Intervention de Olivier Véran

Réunion du mardi 17 octobre 2017 à 17h00
Commission des affaires sociales

Photo issue du site de l'Assemblée nationale ou de WikipediaOlivier Véran, rapporteur général :

Ces amendements de suppression, émanant de différents bancs de l'Assemblée, étaient attendus. Évidemment, j'y serai défavorable, car vous touchez là au coeur de la politique économique du Gouvernement, soutenue par la majorité.

M. Door parle de la nécessité de réduire les déficits de la sécurité sociale. Rappelons que le déficit de la sécurité sociale était de 25 milliards d'euros en 2010. Grâce aux efforts des gouvernements successifs, ce fameux « trou » de la Sécu – expression impropre – s'est réduit de manière substantielle ; dans deux à trois ans, nous serons enfin à l'équilibre. Ce nonobstant, la dette sociale reprise par la Caisse d'amortissement de la dette sociale (CADES) s'élève aujourd'hui à 140 milliards d'euros. Bonne nouvelle, le remboursement de cette dette sociale a atteint un rythme de croisière, ce qui nous permet d'affirmer qu'elle sera entièrement remboursée en 2024. La trajectoire est plus que vertueuse, c'est une trajectoire de correction, grâce à l'ensemble des mesures prises par les uns et les autres au cours des dernières années. Nous continuons à prendre des mesures structurelles courageuses afin de transformer notre système de protection sociale, le moderniser et le pérenniser, pour nos enfants et nos petits-enfants.

M. Vercamer s'étonne de voir certaines mesures figurer dans le PLFSS et d'autres dans le projet de loi de finances initiale (PLF). La Cour des comptes s'est déjà exprimée en faveur d'une lecture conjointe, à terme, des parties des deux projets de loi consacrées aux recettes – et le ministre Darmanin également. Nous allons y travailler au cours des prochaines années, mais le sujet, vous le savez, est très ancien et très complexe.

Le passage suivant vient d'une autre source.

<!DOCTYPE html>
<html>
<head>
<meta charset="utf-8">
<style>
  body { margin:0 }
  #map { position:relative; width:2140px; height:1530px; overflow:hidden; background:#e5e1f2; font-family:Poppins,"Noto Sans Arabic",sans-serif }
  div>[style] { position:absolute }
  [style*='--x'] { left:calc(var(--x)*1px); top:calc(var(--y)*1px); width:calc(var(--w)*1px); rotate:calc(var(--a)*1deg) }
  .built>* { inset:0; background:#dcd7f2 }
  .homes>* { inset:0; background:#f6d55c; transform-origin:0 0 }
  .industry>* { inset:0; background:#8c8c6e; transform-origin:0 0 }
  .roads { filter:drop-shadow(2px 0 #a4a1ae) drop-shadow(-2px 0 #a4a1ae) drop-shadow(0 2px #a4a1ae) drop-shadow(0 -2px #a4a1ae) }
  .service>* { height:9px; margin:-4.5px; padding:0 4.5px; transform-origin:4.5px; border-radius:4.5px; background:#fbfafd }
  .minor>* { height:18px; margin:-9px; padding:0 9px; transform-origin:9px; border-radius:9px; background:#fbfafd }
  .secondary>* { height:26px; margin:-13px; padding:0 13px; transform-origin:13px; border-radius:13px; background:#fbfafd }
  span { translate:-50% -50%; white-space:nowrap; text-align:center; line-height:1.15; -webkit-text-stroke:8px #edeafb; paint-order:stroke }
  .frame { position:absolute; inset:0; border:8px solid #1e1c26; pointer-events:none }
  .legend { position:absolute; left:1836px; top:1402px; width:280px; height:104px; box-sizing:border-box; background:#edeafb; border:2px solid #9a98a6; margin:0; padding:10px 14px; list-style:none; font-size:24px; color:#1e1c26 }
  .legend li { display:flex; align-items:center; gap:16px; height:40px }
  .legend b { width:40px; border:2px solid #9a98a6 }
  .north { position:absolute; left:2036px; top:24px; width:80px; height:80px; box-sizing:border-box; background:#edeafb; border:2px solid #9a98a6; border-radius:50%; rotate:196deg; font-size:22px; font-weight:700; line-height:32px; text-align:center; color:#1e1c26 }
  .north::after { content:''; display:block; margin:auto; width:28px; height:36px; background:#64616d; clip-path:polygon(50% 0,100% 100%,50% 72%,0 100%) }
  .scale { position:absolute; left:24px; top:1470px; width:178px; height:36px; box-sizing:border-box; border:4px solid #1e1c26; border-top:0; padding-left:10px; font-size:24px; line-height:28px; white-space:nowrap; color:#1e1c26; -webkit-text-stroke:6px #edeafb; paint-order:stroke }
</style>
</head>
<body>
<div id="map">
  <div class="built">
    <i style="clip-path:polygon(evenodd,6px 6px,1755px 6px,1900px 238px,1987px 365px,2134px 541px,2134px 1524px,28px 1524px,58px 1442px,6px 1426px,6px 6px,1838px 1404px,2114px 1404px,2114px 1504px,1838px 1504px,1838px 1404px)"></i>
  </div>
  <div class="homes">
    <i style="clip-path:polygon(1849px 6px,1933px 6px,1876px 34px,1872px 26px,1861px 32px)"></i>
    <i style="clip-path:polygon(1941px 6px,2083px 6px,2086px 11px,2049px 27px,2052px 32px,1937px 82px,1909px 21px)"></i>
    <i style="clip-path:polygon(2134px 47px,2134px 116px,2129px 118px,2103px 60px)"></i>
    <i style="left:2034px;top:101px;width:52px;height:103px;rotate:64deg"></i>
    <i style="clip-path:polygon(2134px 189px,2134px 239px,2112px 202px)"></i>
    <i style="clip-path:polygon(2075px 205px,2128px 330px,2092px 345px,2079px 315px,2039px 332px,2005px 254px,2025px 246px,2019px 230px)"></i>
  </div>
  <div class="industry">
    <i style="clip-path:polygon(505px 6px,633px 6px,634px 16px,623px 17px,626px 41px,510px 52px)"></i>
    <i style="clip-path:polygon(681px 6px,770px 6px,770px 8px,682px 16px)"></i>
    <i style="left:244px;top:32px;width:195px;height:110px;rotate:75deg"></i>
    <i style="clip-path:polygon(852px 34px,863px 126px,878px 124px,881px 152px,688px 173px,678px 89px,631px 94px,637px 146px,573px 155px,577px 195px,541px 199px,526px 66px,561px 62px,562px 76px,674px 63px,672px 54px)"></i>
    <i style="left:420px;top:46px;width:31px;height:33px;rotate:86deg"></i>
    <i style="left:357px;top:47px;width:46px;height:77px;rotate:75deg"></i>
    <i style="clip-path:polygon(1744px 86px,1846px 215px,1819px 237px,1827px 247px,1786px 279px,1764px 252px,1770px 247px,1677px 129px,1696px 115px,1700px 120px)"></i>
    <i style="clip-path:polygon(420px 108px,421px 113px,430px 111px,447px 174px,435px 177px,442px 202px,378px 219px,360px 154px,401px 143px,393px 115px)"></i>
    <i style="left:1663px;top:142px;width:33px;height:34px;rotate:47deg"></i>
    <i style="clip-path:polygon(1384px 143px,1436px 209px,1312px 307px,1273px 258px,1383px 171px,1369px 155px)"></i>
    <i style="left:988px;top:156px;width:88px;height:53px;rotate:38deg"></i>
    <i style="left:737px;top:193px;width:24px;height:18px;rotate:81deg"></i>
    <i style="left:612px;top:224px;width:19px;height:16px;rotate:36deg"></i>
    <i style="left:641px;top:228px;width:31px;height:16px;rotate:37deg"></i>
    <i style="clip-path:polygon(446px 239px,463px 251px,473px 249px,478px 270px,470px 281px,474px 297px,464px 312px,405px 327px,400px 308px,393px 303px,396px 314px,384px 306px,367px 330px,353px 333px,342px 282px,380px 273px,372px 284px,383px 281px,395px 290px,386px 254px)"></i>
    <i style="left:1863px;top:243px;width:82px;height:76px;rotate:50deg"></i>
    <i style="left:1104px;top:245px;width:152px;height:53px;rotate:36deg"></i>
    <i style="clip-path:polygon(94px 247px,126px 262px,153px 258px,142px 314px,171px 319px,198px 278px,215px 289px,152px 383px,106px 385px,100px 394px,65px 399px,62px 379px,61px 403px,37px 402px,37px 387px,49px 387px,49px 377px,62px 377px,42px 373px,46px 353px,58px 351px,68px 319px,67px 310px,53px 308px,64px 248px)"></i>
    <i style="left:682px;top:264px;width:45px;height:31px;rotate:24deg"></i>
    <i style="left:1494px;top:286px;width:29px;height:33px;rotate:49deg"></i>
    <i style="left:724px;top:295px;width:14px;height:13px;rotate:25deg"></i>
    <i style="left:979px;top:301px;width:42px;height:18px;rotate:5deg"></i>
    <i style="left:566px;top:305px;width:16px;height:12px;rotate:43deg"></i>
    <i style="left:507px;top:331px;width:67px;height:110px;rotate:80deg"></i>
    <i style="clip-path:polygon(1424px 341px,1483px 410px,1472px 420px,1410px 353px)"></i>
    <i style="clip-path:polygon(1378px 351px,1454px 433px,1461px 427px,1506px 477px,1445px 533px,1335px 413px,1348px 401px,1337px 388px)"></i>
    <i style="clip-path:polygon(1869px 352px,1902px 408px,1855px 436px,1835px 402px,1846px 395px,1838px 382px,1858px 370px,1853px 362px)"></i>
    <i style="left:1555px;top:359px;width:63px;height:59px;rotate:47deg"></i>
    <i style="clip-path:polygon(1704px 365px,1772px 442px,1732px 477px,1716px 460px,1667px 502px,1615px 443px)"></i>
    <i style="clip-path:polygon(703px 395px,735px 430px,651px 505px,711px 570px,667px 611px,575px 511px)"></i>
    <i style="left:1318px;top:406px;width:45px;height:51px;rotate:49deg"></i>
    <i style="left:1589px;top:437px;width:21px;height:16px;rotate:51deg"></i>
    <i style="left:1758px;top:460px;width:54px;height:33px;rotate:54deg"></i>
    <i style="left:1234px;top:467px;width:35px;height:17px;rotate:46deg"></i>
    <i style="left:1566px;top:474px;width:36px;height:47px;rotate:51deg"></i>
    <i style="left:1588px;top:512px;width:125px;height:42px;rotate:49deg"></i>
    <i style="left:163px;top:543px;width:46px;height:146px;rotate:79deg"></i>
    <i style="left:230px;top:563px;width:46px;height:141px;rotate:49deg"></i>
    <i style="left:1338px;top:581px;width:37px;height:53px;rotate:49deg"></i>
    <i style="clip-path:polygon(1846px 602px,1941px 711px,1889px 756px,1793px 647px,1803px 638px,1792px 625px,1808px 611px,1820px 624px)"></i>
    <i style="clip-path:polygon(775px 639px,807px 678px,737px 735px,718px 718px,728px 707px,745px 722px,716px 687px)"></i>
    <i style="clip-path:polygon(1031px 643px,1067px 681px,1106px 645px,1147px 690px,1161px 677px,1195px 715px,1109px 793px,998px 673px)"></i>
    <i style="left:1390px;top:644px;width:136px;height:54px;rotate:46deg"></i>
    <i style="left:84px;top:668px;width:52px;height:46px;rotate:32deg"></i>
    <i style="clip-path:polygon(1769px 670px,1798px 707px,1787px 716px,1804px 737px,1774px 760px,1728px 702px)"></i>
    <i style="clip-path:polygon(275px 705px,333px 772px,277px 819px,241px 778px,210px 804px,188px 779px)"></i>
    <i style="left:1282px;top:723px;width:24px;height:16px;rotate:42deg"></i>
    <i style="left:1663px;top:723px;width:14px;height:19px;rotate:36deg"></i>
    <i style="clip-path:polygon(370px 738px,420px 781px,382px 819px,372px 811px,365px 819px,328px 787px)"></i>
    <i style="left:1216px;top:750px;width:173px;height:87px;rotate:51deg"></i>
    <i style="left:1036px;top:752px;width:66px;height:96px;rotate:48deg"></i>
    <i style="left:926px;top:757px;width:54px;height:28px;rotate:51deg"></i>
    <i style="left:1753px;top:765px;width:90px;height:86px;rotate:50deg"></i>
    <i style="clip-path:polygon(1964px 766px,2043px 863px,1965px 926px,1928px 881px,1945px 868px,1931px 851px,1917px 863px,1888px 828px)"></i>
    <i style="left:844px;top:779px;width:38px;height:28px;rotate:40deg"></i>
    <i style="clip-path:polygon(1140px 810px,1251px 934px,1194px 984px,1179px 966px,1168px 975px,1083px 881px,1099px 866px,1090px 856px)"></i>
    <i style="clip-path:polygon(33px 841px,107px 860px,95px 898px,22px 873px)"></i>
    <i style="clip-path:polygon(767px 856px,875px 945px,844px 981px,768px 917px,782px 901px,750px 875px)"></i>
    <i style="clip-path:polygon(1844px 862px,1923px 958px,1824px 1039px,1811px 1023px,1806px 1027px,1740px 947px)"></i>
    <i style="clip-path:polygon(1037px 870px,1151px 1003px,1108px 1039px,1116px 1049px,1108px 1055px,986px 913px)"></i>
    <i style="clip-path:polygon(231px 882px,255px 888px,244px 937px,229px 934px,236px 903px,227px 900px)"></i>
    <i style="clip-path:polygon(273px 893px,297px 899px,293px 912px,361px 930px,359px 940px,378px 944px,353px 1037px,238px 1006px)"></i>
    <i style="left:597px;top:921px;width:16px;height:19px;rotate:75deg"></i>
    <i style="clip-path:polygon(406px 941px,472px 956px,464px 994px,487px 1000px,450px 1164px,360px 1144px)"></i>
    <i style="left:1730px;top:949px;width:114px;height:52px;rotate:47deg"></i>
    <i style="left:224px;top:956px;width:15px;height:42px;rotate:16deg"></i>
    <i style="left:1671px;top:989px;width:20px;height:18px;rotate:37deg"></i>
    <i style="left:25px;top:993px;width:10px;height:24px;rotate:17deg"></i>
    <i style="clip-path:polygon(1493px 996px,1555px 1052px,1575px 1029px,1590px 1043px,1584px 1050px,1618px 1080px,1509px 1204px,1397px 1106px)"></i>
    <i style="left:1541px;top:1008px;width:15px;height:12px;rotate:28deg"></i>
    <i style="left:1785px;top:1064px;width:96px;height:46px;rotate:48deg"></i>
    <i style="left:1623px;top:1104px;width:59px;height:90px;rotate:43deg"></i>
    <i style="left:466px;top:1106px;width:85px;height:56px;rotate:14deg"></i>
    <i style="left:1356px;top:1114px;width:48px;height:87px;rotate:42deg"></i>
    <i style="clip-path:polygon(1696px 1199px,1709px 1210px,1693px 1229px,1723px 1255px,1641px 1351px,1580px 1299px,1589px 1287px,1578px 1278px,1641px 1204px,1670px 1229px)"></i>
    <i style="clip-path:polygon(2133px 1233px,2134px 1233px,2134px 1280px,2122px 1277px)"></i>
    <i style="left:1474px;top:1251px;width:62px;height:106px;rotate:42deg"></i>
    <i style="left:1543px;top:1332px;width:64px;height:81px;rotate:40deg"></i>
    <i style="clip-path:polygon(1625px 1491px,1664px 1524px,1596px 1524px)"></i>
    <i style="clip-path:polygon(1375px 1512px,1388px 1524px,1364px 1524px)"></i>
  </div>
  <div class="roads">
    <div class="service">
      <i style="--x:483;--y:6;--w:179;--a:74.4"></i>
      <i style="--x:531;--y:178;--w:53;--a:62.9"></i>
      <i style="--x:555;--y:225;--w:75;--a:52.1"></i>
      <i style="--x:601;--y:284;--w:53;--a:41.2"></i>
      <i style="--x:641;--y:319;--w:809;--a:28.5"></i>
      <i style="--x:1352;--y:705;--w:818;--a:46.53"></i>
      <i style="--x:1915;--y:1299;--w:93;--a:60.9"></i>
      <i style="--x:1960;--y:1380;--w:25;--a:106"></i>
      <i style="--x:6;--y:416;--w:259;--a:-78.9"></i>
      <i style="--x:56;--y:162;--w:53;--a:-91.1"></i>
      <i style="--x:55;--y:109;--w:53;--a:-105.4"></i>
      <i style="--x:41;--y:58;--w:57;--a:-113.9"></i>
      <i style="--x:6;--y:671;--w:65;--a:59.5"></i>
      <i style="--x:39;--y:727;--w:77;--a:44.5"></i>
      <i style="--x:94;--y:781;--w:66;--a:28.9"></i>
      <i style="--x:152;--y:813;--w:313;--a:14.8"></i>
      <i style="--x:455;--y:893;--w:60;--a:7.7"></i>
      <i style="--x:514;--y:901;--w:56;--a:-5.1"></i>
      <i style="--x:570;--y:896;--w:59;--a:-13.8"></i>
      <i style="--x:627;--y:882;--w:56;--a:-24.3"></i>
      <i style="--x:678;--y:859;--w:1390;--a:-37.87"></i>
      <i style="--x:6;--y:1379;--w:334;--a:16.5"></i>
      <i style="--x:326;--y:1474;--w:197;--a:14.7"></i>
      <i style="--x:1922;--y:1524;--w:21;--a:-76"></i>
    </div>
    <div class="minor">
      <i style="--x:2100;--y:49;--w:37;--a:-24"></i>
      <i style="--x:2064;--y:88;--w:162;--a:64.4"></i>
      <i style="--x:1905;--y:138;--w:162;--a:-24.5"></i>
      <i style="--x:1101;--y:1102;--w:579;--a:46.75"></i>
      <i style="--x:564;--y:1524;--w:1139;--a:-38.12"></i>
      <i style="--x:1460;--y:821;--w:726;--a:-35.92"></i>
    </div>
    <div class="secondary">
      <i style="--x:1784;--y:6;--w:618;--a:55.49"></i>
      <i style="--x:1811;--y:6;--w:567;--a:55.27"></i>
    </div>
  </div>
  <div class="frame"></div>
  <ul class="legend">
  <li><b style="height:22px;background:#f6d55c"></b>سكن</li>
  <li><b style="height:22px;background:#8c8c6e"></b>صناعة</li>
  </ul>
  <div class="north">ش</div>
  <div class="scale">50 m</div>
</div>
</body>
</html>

Monsieur Dharréville, la philosophie de la réforme, que vous nous dites ne pas avoir comprise, est d'abord de s'appuyer davantage sur la fiscalité du patrimoine et du capital pour financer le système de protection sociale. Vous devriez être sensible à cet élargissement de l'assiette ! La philosophie de la réforme, c'est aussi de rendre 7 milliards d'euros aux revenus du travail, c'est d'améliorer la situation des actifs et de valoriser le travail.

Pour ce qui est des trois catégories qui se verraient pénalisées par la hausse de la CSG, je veux rétablir quelques vérités.

En ce qui concerne les fonctionnaires, le PLF pour 2018 comporte notamment la suppression de la contribution exceptionnelle de solidarité, à hauteur de 1,4 milliard d'euros par an. Le Premier ministre et le ministre de l'action et des comptes publics Gérald Darmanin ont également annoncé à plusieurs reprises qu'une concertation était menée avec les organisations syndicales, en vue de provisionner dans le budget de l'État et celui de la sécurité sociale toute mesure financière permettant de garantir qu'aucun fonctionnaire ne perdra de pouvoir d'achat avec l'augmentation de la CSG. Des contreparties sont prévues, qui prendront la forme de primes ou de suppressions de cotisation.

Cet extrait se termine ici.